Methods and findings
With the approval of NHS-England, we conducted a cohort study, using linked primary care and hospital data in OpenSAFELY to compare risks of hospital admission and death, overall and by specific cause, between people discharged from COVID-19 hospitalisation (February to December 2020) and surviving at least 1 week, and (i) demographically matched controls from the 2019 general population; and (ii) people discharged from influenza hospitalisation in 2017 to 2019. We used Cox regression adjusted for age, sex, ethnicity, obesity, smoking status, deprivation, and comorbidities considered potential risk factors for severe COVID-19 outcomes.

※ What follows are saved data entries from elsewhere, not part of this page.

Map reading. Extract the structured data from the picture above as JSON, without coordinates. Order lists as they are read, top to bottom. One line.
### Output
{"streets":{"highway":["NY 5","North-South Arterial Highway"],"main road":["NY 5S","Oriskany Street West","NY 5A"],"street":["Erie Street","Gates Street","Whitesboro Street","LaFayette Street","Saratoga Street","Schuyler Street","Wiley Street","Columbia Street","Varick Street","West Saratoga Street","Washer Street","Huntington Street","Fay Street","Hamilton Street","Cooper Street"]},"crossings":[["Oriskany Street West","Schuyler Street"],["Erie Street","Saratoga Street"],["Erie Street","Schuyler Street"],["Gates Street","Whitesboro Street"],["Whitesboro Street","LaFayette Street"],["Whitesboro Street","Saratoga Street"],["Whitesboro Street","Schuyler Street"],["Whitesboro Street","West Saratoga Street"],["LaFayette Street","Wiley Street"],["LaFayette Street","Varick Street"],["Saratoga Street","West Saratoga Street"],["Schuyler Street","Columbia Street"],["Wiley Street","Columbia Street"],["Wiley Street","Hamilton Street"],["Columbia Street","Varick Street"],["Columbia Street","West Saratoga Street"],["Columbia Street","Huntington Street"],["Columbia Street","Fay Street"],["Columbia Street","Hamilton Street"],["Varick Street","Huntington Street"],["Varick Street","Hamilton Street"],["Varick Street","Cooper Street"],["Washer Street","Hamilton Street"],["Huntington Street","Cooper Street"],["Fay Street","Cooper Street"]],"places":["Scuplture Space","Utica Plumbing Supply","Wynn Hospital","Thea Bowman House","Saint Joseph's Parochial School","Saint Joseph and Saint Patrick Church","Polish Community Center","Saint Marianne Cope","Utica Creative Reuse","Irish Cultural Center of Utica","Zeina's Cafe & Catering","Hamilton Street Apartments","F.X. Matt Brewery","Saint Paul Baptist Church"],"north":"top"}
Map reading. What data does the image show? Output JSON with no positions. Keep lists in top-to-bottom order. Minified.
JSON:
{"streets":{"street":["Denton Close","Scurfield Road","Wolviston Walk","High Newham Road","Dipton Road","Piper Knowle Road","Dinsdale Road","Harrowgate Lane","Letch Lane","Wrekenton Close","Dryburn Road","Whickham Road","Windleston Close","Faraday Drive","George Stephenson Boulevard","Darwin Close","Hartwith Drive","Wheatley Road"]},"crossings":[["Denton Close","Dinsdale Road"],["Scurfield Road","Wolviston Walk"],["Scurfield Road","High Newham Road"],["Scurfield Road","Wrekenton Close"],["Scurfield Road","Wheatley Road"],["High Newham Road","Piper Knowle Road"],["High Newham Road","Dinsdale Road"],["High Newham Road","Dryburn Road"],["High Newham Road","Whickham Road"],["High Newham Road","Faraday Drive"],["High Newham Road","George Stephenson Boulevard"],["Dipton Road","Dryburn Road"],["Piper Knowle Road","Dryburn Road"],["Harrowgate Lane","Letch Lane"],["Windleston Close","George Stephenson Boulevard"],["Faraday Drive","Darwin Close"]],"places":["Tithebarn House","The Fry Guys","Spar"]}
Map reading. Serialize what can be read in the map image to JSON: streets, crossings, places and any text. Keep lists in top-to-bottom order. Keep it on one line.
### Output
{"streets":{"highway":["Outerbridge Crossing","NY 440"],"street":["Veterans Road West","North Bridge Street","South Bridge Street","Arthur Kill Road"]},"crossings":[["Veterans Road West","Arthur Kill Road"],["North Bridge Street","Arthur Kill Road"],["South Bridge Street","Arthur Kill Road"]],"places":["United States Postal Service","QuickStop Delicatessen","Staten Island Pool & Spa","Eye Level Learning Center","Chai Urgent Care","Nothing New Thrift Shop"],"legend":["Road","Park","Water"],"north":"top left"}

We included 24,673 postdischarge COVID-19 patients, 123,362 general population controls, and 16,058 influenza controls, followed for ≤315 days. COVID-19 patients had median age of 66 years, 13,733 (56%) were male, and 19,061 (77%) were of white ethnicity. Overall risk of hospitalisation or death (30,968 events) was higher in the COVID-19 group than general population controls (fully adjusted hazard ratio [aHR] 2.22, 2.14 to 2.30, p < 0.001) but slightly lower than the influenza group (aHR 0.95, 0.91 to 0.98, p = 0.004). All-cause mortality (7,439 events) was highest in the COVID-19 group (aHR 4.82, 4.48 to 5.19 versus general population controls [ p < 0.001] and 1.74, 1.61 to 1.88 versus influenza controls [ p < 0.001]). Risks for cause-specific outcomes were higher in COVID-19 survivors than in general population controls and largely similar or lower in COVID-19 compared with influenza patients. However, COVID-19 patients were more likely than influenza patients to be readmitted or die due to their initial infection or other lower respiratory tract infection (aHR 1.37, 1.22 to 1.54, p < 0.001) and to experience mental health or cognitive-related admission or death (aHR 1.37, 1.02 to 1.84, p = 0.039); in particular, COVID-19 survivors with preexisting dementia had higher risk of dementia hospitalisation or death (age- and sex-adjusted HR 2.47, 1.37 to 4.44, p = 0.002). Limitations of our study were that reasons for hospitalisation or death may have been misclassified in some cases due to inconsistent use of codes, and we did not have data to distinguish COVID-19 variants.
Conclusions
In this study, we observed that people discharged from a COVID-19 hospital admission had markedly higher risks for rehospitalisation and death than the general population, suggesting a substantial extra burden on healthcare. Most risks were similar to those observed after influenza hospitalisations, but COVID-19 patients had higher risks of all-cause mortality, readmission or death due to the initial infection, and dementia death, highlighting the importance of postdischarge monitoring.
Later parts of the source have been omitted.